Thought I would jump in to the Forums on this one.  Big Bob Gibson is known for his White BBQ Sauce, its served on there chix and I'm guessing you could use it on other stuff.  Out of his cookbook, which I own(hopefully no copyright problems here) this is the recipe that he uses. Not sure if this what you mean, but its been around for a while and people love it.  Best BBQ to you.

2 Cups Mayo

1 Cup Dist. Vinegar

1/2 Cup Apple Juice

2 Tsp Prepared Horseradish

2 Tsp Ground Black Pepper

2 Tsp Fresh Lemon Juice

1 Tsp Salt

1/2 Tsp Cayenne Pepper


----------



## nwdave (Nov 17, 2010)

And here's a link to more about D-D-D.  It's a fan site but it's loaded.  After rooting around a bit I even found some recipes that were featured on some of the episodes.

http://www.flavortownusa.com/

Did you know they've done 13 visits to Washington State?  Next summer the wife wants to hook up the trailer and go visit some of the places he's featured on the west coast and anything on eastward towards Denver.  That would be a great road trip.
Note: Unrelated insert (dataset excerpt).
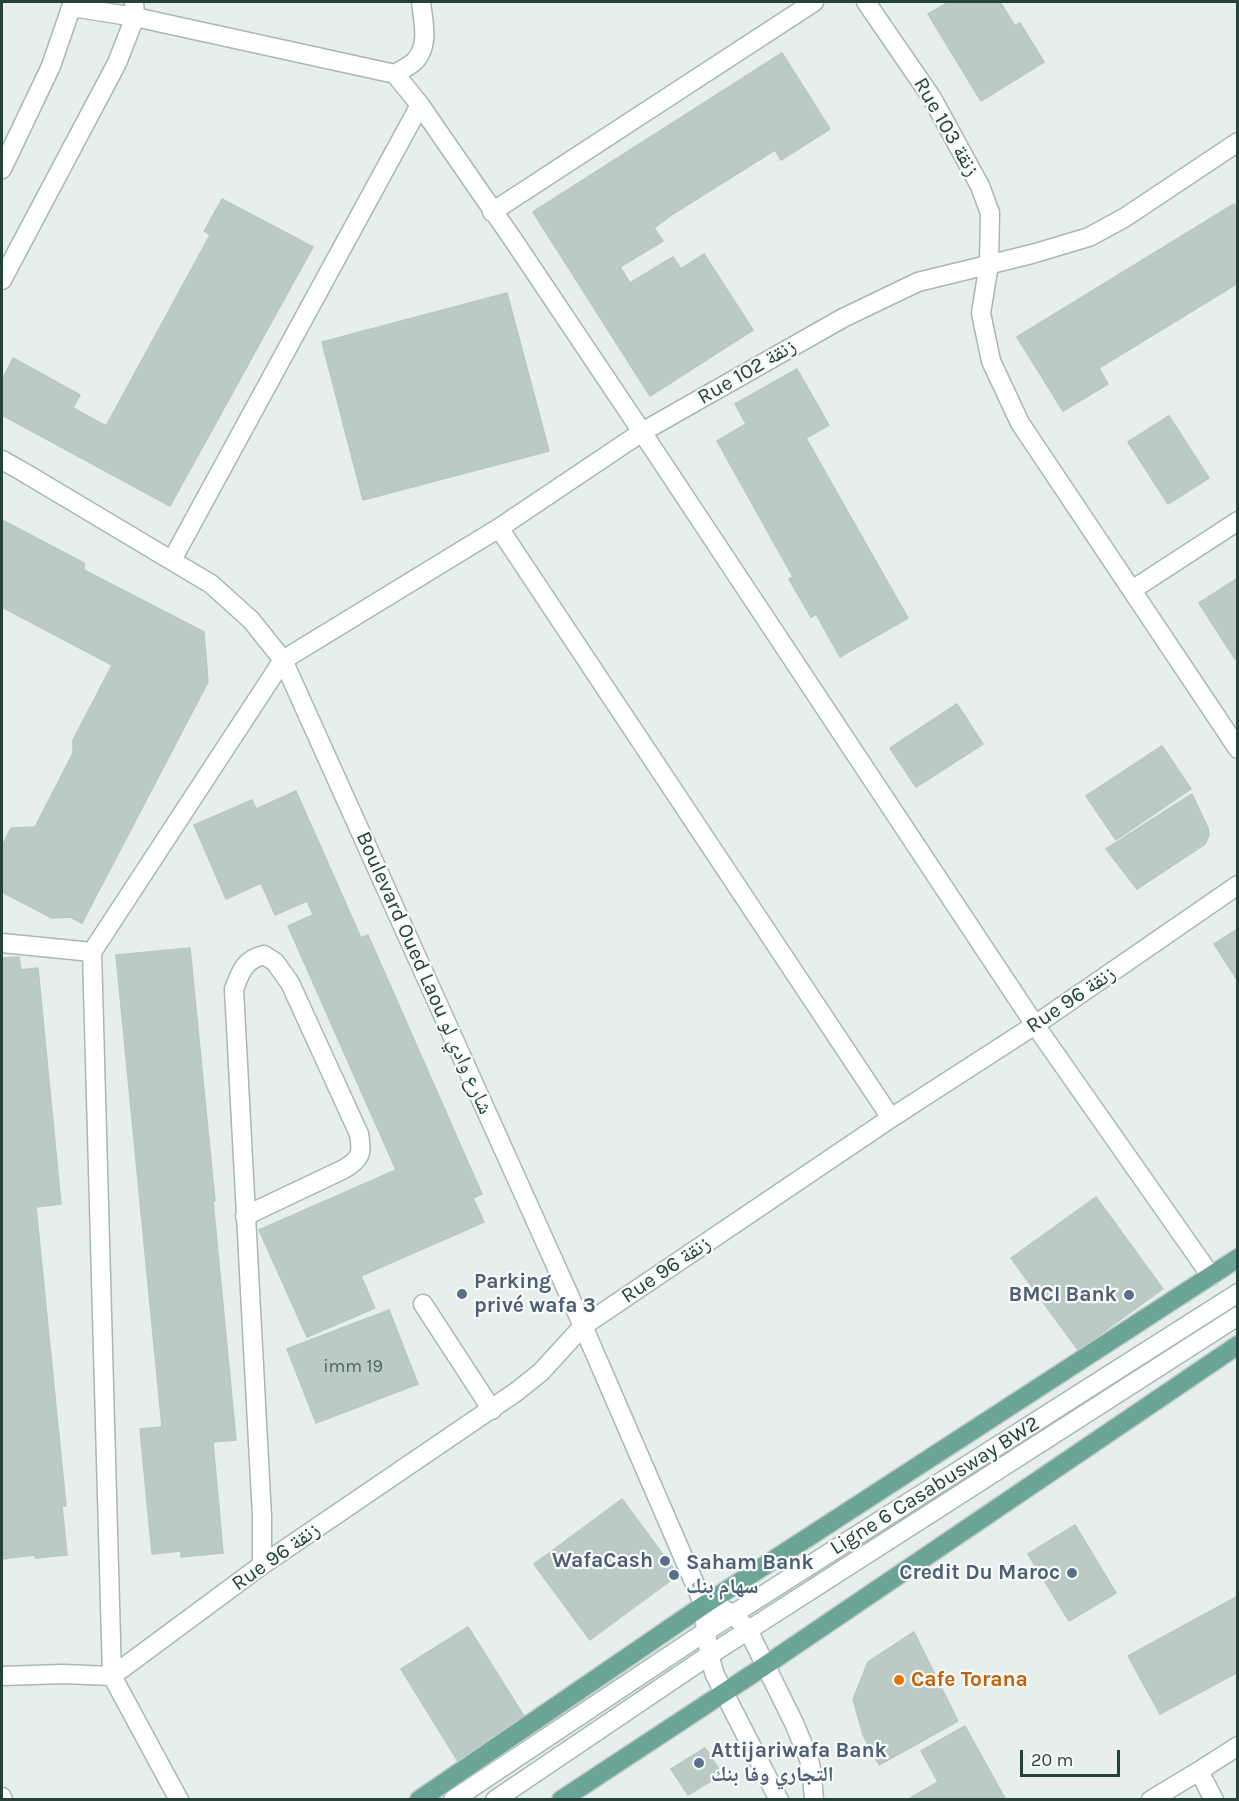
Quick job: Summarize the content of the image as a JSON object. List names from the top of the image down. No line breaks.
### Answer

Oh, and welcome to the greatest smoking site on the internet.  So how are you fairing with all this wind we're experiencing?  Haven't lost power....yet.....but if it keeps up.....


----------



## thebarbequeen (Nov 17, 2010)

NWDave said:


> And here's a link to more about D-D-D.  It's a fan site but it's loaded.  After rooting around a bit I even found some recipes that were featured on some of the episodes.
> 
> http://www.flavortownusa.com/
> 
> ...


NWDave, Take me with you??? That sounds like the funnest road trip ever!  My brother has checked out most of the places they've done in western wa and portland. Thanks for the tip on the alternate website.


----------



## smokininseattle (Nov 17, 2010)

Thanks for all of the help.  That is exactly what I'm looking for.


----------



## smokininseattle (Nov 17, 2010)

Your right in that the wind was rock'in night before last.  We had a huge fir tree drop - roots and all - exactly between our house and garage.  Couldn't have fallen much better in that the branches brushed both the house and garage but did no damage.  At least I have a bit more firewood for the winter.  And pretty convienent to cut up seeing it is in my backyard.

Thanks for the link.


----------



## rbranstner (Nov 17, 2010)

A guy at work just saw this same DDD episode and was talking about the White BBQ sauce. We wanted to know how to make it. We are going to have to give this a try. Thanks for the recipe.


----------



## bwsmith_2000 (Nov 17, 2010)

SitkaSmoker is spot on. Big Bob Gibson is legend in the Huntsville, Al. area and is known to be the father of the white sauce ...... used warm on chix. It's a great sauce and I'm sure you will enjoy it. By the way, I have tried it on other things like pulled pork, ribs and brisket. It's OK but it really comes into it's own with chicken.


----------



## pkerchef (Nov 21, 2010)

I also add buttermilk in mine to give it a twang awesome stuff i could take a bath in it ! Pkerchef


----------